One feature that is prominent in many modern roleplaying games is the choice of morality affecting the decisions that your character makes. While a game like World of Warcraft isn’t the vessel for ethical decisions, single-player games are ripe for putting the person in situation to take a particular action, one that they will probably never have to (or get the chance to) make in real life.
If you have played Mass Effect, Dragon Age, Fallout 3, Knights of the Old Republic, and countless other games, you’ve seen the systems I’ve been referring to.
Did you linger a little too close to the dark side in your Jedi dealings, or were you a beacon of shining light? Also, relevant.
Perhaps you told Jack to suck it up in Mass Effect 2 or perhaps threatened the Turian council member with genocide in the first game?
As I’ve played all these games, I have come to learn one thing about myself.
I am absolutely terrible about being terrible. Despite my best efforts, I have never actually played through either Mass Effect as a Renegade. I was never a seething ball of anger in Knights of the Old Republic. I was nice to everyone in Dragon Age.
Fallout 3, however, it was easy to be bad. You just had to shoot people. That I could do. It seems as soon as I actually had to talk to someone and make a mean decision, that’s when I went weak and ended being the nice guy.
It was easy to pick off the lady in the Wasteland from 100 yards away then loot her caps and bullets. But if you give me one line of dialog about her troubled life and I would be willing to run off on a quest to find her dead husband’s wedding ring or something.
What does that say about me? I am not sure. Am I overly empathetic towards people? Or at least people I have to interact with? With video games, the writers try to establish some kind of emotional connection between you and other non-player characters.
And I take it; hook, line and sinker.
Only in games where I can opt to skip dialog all together do I find myself with the ability to be mean or ruthless.
My latest revelation was while I was playing some Assassin’s Creed last night. As the game states, “performing illegal actions will make you notorious.” Well, every red dot I came across on my map ended up dying. I was less of an assassin as a one-man slaughterhouse to anyone aligned with my enemies. Notorious was achieved with flying notorious colors.
But I never had to talk to them either. No remorse. I even got a kick out of poisoning one guard out of a pack of four and then waiting for the rest of the guards to pick a fight with me. And then ending them all.
While there is a difference between a nameless guard and a core character in another game, I am sure there is something to be said about that behavior. But I am definitely not a psychologist so I really couldn’t tell you what it means.
I have a good friend who plays through games multiple times just as I do, and has no trouble picking the mean and/or evil responses during his games.
And I know it seems silly, as I know it’s just a game, but I still have the hardest time doing it except in the most extreme circumstances. I am playing another Mass Effect 2 playthrough because Jack died in my last one, and this will be my 5th Paragon game.
Now I wonder if I am the only person like this?

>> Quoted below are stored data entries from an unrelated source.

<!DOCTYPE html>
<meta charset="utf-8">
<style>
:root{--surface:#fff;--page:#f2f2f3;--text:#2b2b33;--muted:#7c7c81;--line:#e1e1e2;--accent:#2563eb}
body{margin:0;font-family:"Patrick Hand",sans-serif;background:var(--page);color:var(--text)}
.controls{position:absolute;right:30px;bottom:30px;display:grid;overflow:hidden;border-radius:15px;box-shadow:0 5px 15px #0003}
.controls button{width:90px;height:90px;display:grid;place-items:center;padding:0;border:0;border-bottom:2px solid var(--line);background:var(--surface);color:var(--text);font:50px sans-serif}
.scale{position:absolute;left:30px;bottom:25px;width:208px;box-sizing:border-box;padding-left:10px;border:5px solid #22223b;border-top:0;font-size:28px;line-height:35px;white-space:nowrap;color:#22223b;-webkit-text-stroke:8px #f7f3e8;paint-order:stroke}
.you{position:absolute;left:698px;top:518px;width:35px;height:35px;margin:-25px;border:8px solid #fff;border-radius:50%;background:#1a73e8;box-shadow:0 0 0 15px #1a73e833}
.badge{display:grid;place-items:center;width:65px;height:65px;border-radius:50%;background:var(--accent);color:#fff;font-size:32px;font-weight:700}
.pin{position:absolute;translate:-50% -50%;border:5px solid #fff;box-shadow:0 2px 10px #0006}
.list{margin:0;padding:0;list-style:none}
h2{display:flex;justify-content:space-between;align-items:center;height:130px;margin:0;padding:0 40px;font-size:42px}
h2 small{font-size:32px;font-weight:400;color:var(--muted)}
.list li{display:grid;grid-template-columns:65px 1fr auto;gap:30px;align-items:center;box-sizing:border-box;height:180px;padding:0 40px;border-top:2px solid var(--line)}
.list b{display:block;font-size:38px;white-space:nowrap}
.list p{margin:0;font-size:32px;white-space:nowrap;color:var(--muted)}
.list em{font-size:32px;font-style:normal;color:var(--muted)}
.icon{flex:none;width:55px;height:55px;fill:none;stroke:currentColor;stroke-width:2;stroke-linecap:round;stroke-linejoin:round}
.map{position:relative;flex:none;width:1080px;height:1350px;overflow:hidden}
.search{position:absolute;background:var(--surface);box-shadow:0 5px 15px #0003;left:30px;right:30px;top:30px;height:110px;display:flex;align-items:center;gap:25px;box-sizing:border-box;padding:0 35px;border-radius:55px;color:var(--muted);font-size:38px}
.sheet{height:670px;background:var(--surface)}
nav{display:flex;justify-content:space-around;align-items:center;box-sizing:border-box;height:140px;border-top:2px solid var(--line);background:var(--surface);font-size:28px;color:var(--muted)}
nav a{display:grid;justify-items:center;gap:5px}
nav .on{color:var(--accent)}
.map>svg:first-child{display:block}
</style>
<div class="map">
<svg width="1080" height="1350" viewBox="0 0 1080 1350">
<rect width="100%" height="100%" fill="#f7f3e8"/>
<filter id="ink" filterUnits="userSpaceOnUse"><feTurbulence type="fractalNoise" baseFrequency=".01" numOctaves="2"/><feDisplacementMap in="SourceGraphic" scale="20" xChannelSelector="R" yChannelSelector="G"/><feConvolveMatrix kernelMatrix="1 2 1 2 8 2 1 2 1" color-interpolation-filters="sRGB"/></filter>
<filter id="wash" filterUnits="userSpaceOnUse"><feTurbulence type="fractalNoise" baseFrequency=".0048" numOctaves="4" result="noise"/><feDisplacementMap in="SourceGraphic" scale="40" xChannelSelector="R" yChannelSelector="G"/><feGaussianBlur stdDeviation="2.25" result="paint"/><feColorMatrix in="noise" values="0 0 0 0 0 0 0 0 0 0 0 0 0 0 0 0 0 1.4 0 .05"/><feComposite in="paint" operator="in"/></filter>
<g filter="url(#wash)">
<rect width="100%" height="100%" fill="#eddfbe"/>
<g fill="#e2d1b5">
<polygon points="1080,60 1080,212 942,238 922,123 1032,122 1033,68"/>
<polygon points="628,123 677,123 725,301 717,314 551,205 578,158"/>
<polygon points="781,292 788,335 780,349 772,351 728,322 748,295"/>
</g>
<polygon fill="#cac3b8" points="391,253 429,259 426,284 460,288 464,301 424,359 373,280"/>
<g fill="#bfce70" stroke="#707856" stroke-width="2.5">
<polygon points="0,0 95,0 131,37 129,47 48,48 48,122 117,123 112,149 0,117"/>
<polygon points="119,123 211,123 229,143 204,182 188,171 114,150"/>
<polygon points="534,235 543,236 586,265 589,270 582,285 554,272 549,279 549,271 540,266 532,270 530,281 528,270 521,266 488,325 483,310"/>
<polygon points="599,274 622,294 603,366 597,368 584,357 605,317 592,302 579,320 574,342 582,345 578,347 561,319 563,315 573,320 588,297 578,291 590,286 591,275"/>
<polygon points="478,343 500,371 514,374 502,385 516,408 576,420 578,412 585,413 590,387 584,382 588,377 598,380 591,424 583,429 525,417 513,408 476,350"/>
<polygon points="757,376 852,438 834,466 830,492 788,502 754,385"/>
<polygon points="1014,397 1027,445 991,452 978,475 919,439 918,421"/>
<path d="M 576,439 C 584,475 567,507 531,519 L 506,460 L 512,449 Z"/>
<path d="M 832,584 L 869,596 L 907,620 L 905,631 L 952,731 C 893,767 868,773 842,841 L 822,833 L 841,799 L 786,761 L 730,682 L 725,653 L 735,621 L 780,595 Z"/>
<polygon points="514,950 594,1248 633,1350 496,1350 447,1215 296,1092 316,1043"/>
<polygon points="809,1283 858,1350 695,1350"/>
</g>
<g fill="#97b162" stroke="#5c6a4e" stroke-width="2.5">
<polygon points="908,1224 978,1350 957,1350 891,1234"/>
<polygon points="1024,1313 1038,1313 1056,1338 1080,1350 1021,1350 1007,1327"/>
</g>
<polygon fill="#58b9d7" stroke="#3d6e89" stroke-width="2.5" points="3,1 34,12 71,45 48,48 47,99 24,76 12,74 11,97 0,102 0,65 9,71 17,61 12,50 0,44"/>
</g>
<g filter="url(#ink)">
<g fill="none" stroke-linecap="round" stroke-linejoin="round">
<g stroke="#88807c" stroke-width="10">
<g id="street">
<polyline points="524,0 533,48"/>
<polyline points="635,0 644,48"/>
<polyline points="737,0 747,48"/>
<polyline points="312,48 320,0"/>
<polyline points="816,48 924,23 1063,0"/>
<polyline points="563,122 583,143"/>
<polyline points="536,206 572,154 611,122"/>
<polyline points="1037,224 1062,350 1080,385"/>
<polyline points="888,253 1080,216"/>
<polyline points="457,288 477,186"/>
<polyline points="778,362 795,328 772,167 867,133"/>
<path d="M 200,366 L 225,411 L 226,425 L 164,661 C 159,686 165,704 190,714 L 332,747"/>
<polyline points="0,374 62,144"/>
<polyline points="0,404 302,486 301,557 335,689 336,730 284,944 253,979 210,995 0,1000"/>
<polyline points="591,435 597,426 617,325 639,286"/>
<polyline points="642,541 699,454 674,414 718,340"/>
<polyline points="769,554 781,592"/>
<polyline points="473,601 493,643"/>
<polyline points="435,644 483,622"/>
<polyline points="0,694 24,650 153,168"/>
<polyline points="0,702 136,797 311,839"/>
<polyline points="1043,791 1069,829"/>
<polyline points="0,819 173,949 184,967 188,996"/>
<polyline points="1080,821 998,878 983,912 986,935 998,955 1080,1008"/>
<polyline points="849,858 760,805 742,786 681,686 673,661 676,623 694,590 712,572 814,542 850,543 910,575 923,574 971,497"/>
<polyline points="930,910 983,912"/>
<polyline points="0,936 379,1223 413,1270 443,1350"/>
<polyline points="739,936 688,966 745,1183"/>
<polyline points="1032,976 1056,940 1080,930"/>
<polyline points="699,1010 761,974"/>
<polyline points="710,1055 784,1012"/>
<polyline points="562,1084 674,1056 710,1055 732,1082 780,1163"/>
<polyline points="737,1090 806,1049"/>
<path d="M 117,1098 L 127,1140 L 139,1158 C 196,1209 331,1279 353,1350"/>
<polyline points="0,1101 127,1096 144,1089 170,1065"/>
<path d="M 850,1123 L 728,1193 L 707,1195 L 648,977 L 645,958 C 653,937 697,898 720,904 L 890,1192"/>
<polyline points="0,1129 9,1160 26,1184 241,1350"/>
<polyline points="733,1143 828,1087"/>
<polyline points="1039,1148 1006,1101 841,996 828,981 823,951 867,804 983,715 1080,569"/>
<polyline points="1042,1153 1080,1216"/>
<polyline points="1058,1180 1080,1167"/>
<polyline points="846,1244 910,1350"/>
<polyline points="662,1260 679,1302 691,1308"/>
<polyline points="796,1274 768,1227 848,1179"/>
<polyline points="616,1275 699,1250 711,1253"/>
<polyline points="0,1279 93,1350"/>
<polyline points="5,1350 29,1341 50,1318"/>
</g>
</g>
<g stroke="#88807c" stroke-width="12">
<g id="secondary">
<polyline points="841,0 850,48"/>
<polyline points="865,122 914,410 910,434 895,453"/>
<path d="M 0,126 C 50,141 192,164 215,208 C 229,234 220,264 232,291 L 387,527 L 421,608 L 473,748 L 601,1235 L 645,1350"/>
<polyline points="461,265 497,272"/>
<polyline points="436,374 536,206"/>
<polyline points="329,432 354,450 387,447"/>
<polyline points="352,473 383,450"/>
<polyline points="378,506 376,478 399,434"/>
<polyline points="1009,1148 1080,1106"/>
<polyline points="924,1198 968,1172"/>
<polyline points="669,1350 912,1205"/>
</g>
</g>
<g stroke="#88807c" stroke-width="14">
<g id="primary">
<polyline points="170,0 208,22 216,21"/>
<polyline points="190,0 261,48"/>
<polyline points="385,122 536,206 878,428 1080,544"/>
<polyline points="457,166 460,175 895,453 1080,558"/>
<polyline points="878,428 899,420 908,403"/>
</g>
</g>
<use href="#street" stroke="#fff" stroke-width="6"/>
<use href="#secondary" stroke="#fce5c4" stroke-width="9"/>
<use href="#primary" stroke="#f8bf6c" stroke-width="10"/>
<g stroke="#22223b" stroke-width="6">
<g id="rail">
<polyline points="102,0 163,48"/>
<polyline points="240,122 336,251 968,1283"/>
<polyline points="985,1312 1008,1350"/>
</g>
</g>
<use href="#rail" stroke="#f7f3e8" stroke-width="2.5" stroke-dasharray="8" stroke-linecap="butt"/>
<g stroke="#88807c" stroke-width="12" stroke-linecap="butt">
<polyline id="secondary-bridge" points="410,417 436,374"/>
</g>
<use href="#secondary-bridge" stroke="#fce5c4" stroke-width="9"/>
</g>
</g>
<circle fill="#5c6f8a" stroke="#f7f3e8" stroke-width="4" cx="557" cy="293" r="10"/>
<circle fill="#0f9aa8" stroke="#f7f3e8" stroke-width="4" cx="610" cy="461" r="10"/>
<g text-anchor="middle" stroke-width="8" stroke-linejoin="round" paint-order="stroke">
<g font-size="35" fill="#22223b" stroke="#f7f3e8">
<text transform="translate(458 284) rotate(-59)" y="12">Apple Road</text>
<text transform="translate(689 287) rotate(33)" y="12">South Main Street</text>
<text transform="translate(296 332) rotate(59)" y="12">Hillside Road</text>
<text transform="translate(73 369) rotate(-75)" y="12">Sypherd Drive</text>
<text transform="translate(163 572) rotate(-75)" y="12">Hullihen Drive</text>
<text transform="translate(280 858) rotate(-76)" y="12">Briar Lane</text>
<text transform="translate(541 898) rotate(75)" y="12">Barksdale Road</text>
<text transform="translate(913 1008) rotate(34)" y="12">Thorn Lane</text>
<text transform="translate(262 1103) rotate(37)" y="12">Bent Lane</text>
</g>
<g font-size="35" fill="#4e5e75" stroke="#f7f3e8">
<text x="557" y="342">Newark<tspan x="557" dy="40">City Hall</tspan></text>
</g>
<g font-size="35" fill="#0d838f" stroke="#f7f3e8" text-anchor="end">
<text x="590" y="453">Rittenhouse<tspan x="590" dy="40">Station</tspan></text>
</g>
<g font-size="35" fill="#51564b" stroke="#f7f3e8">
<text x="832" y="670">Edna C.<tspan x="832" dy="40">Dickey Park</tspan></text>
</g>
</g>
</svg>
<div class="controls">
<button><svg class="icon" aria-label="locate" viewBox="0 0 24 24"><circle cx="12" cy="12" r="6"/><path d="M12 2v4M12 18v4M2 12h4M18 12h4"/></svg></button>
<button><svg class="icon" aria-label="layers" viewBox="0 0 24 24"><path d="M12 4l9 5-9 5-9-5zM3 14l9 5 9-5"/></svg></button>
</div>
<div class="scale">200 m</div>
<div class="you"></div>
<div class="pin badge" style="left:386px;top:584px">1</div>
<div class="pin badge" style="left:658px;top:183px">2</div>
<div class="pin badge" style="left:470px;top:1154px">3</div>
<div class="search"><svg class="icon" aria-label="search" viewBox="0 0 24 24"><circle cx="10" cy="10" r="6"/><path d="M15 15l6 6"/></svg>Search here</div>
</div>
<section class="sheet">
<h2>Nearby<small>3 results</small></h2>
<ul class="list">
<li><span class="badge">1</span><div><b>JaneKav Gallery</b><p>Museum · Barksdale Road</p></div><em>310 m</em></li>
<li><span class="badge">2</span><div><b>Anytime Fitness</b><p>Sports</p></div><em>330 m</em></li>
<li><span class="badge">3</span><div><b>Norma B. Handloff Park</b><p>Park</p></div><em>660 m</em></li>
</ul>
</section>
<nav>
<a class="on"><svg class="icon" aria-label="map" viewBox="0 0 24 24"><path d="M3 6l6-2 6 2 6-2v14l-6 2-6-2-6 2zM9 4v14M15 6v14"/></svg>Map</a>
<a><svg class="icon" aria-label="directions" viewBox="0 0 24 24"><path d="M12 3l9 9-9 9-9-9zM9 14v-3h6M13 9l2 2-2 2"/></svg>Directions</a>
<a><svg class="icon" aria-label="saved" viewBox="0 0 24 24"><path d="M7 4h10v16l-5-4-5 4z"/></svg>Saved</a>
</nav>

Or do other people have trouble taking the low ground in video game morality?
Typically I play through a game once as righteously as I can, and then play through on evil. This was especially fun in Fable and KOTOR, because I think that evil powers are usually more fun. I haven't tried evil on Mass effect though, because as far as I know, your powers are pretty much based on class, not alignment. Maybe I'm wrong there.
Taking the low ground is easy because games don't do a good job of creating realistic humans. They don't even do a good job on the ones you're supposed to kill. If someone gets shot, they're going to be screaming and writhing in pain. They don't just ignore it or flinch for a second and keep shooting. If video games can portray an accurate reaction to inflicting violence, people would be a lot more reluctant to commit those acts. More recently, I was playing S:S&S EP and I thought the part with the Grizzled Boor was a surprisingly refreshing moral choice. The way they portrayed him actually triggered a strong emotional reaction when I was given the chance to kill him (I spared his life).
I think you make an excellent point. When someone dies in a video, outside of a main character, their deaths are quiet and unobtrusive. And as you said, let's face it, most of the time people get shot do not die quietly.
The absence of the agony of death does make it much easier to be evil in most cases.